The dynamic image motion transition processing system according to an embodiment of the present invention includes a database 100, a data cluster and graphic module 200, a determination module 300, and a motion adjustment and fusion module 400. The database 100 records at least one prerecorded motion data composed of a plurality of image frames. The data cluster and graphic module 200 clusters image frames to generate a graphic structure including a plurality of motion clusters. The determination module 300 determines a motion cluster located in the graphic structure of the motion clip to be merged, and a path search operation is performed to determine whether there is a motion path. If there is a motion path, the motion adjustment and fusion module 400 selects at least one second motion clip from a plurality of motion clusters as motion transition data, adjusts the second motion clip, and the second motion clip. To fuse the first motion clip and the third motion clip.

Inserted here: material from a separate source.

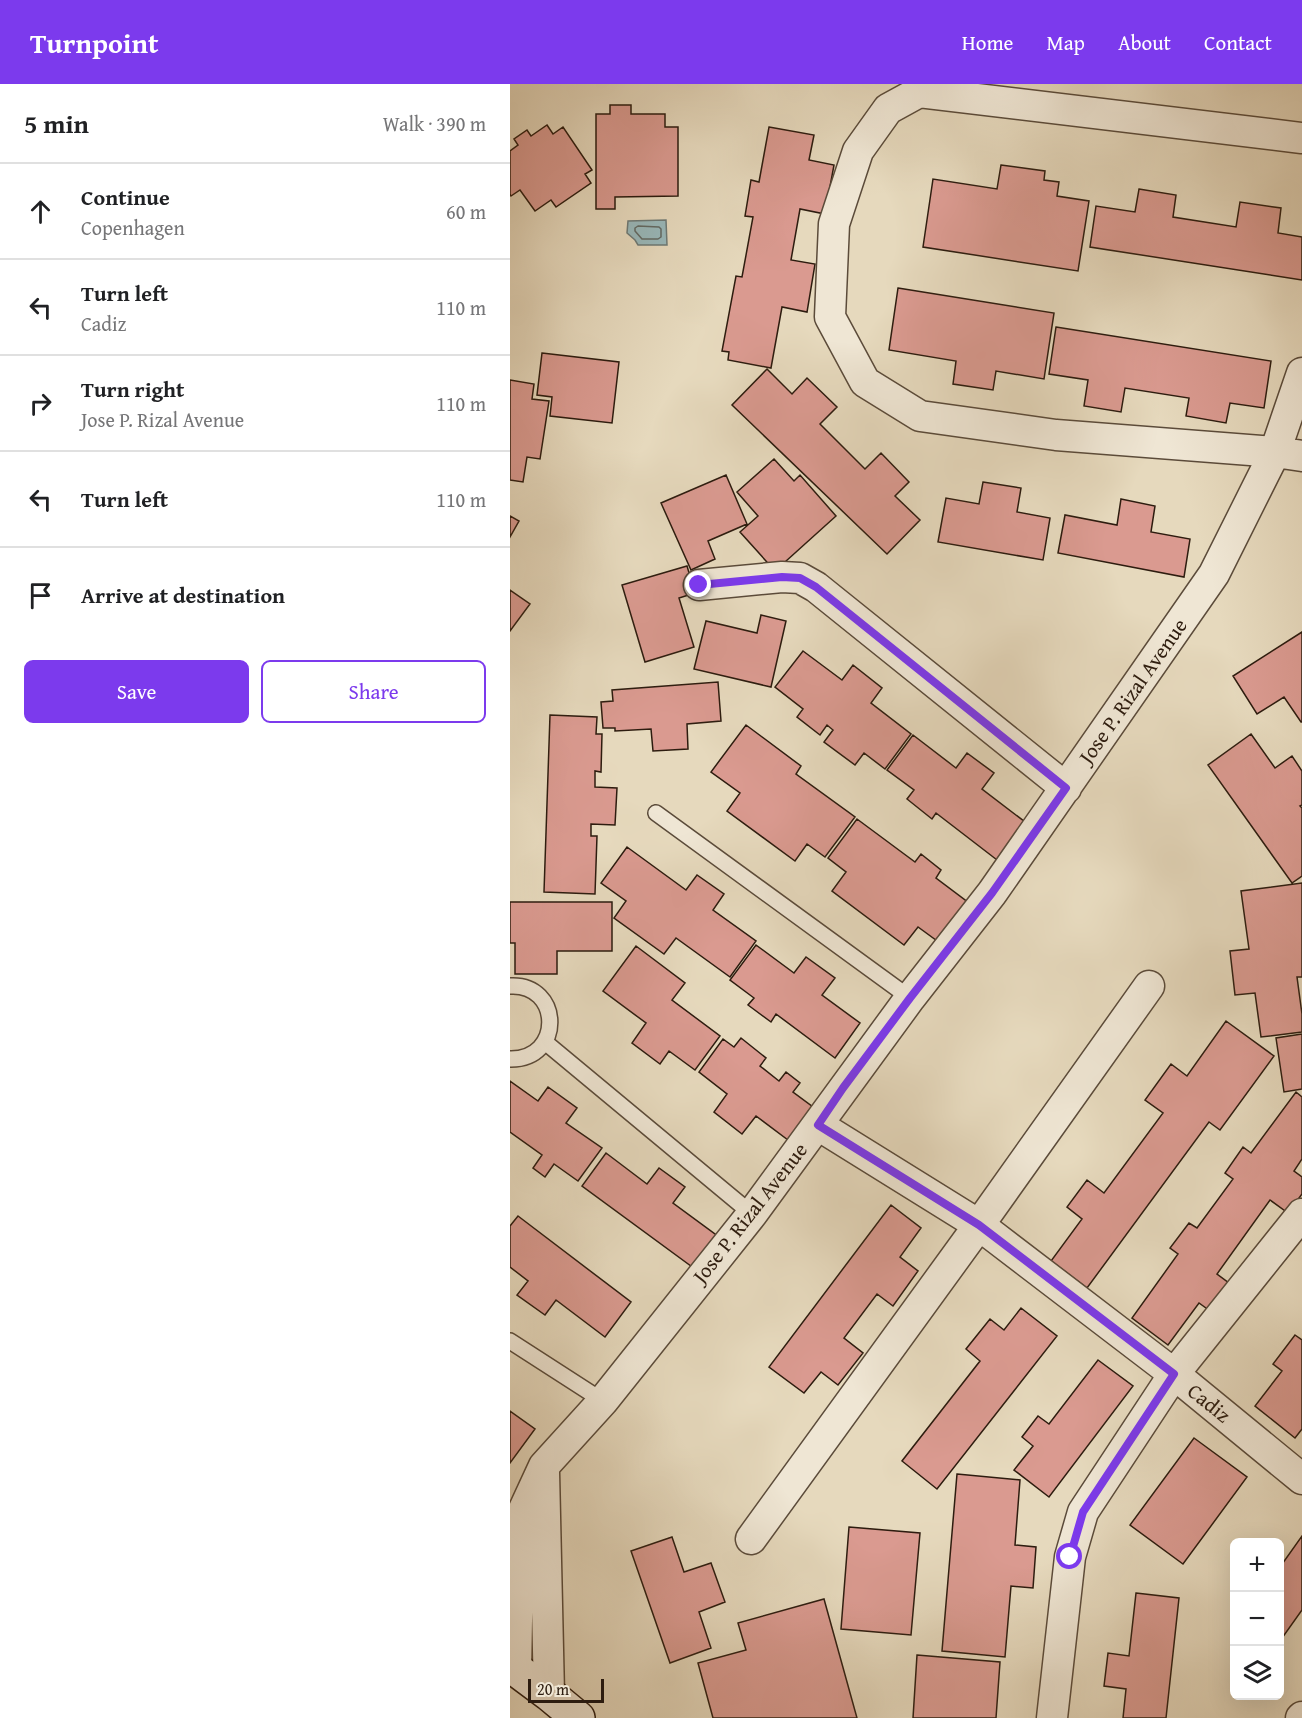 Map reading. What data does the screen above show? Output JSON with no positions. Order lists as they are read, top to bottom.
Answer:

  The method and system of the present invention, or a specific field or part of an example, is a program code embodied in a medium such as a flexible disk, CD-ROM, hard driver, firmware, or other computer-readable storage medium. (Instruction) form. When program code is loaded and executed by a machine such as a computer, the machine becomes an apparatus for executing embodiments of the present invention. The disclosure of the method and apparatus of the present invention is embodied in the form of a program code that is transmitted to a transmission medium such as electrical wiring or cable by optical fiber or other types of transmission means. When program code is received, loaded, and executed by a machine such as a computer, the machine becomes a device that executes an example. When executed on a general-purpose processor, the program code is combined with the processor to provide a special apparatus that operates analogously to specific logic circuits.

  In the present invention, preferred embodiments have been disclosed as described above. However, these are not intended to limit the present invention in any way, and any person who is familiar with the technology can use various methods within the scope of the spirit and scope of the present invention. Variations and moist colors can be added, so the protection scope of the present invention is based on what is specified in the claims.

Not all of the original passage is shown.